- **TASK INSTRUCTIONS**: Using the records beneath, say how many lines contain the word "above", without comment.

- **RECORDS FOR THIS EXERCISE**:
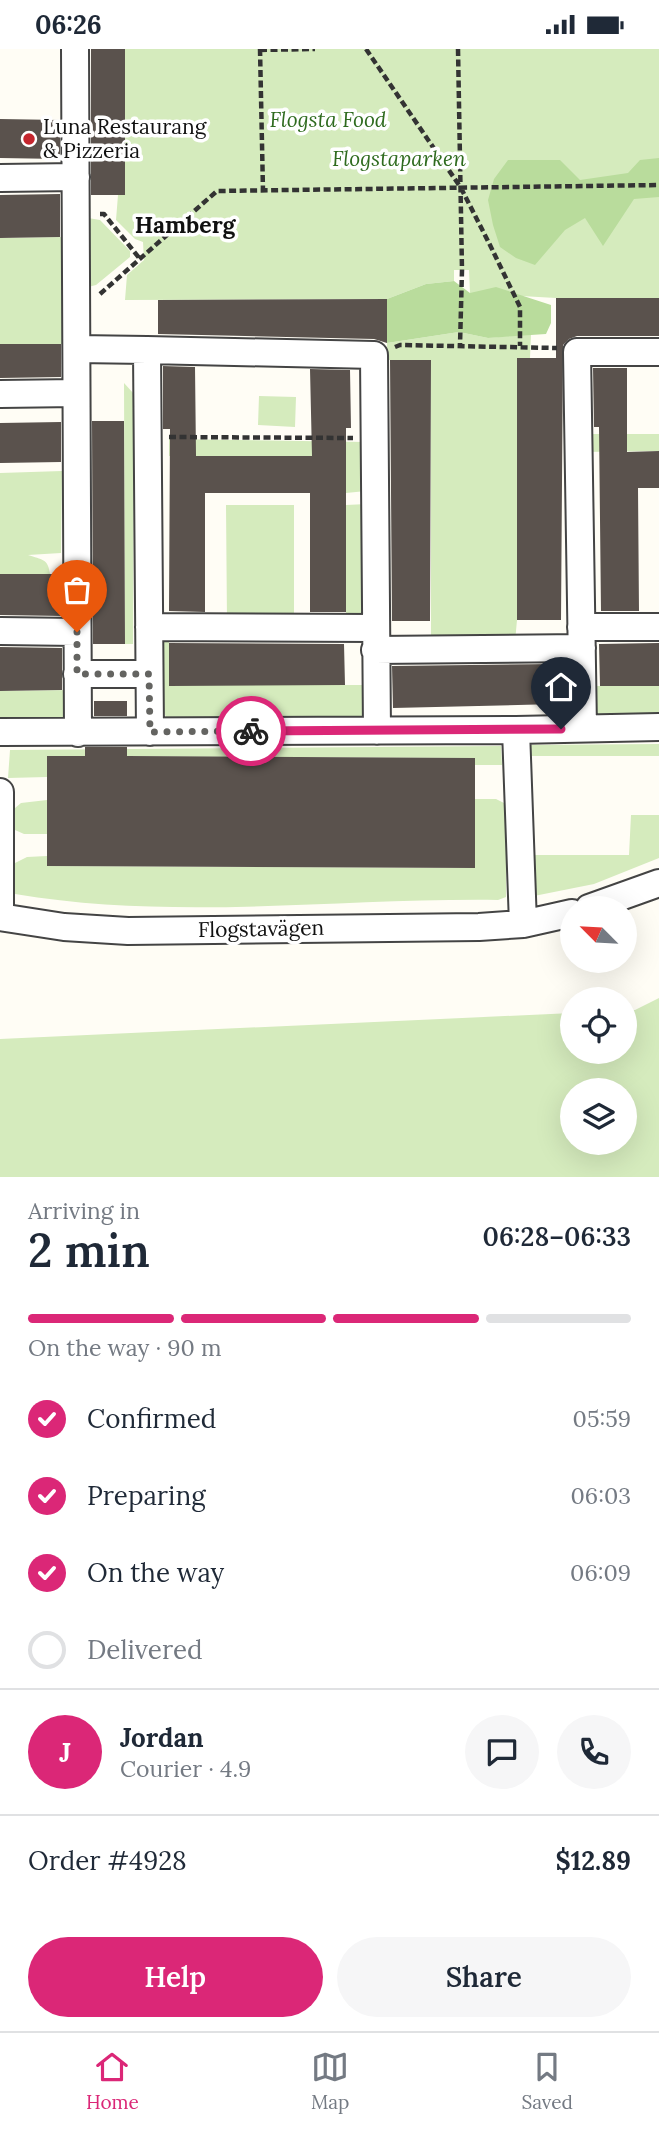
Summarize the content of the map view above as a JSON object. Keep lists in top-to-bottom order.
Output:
{
  "streets": {
    "street": ["Flogstavägen"]
  },
  "districts": ["Hamberg"],
  "parks": ["Flogsta Food", "Flogstaparken"],
  "places": ["Luna Restaurang & Pizzeria"],
  "north": "top left",
  "page": {
    "status": "06:26",
    "heading": ["2 min", "Arriving in", "06:28–06:33"],
    "panel": [
      "Jordan",
      "Courier · 4.9",
      "Order #4928",
      "$12.89"
    ],
    "bar": "On the way · 90 m",
    "list": [
      ["Confirmed", "05:59"],
      ["Preparing", "06:03"],
      ["On the way", "06:09"],
      "Delivered"
    ],
    "round": "J",
    "buttons": ["Help", "Share"],
    "tabs": ["Home", "Map", "Saved"]
  }
}
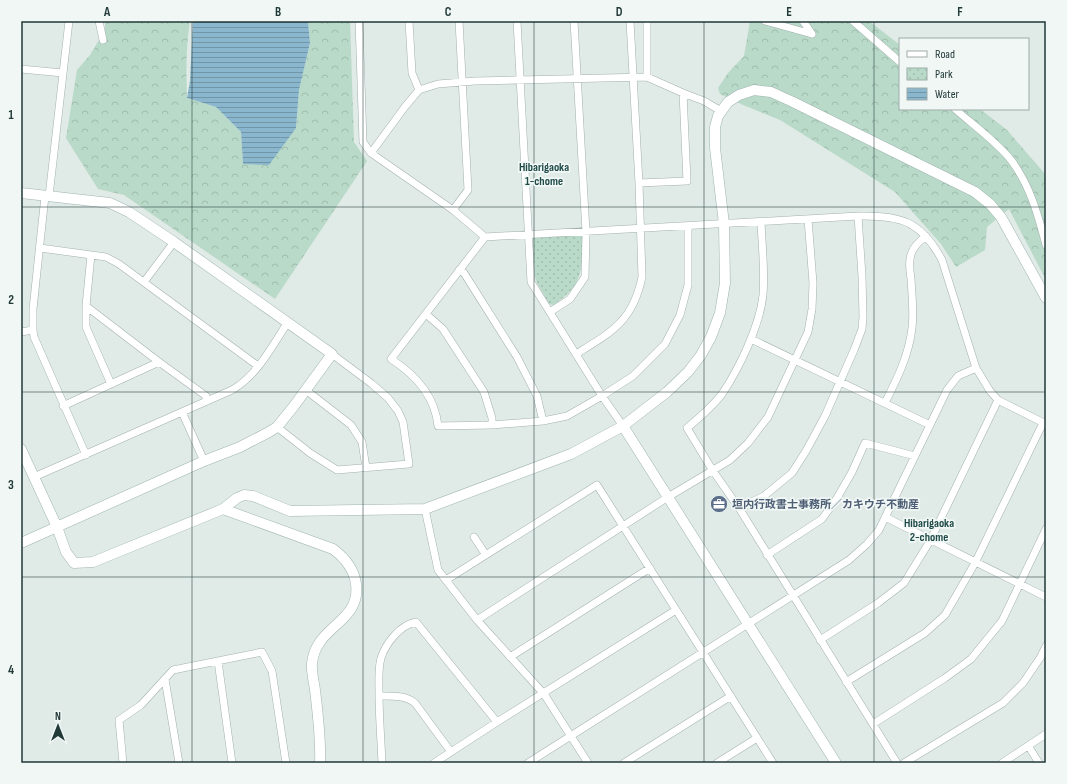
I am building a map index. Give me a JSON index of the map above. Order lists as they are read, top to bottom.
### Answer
{
  "districts": ["Hibarigaoka 1-chome", "Hibarigaoka 2-chome"],
  "places": {
    "office": ["垣内行政書士事務所／カキウチ不動産"]
  },
  "legend": ["Road", "Park", "Water"],
  "north": "top",
  "grid": {
    "columns": [
      "A",
      "B",
      "C",
      "D",
      "E",
      "F"
    ],
    "rows": [
      "1",
      "2",
      "3",
      "4"
    ]
  }
}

- **FINISHED TASK**: 2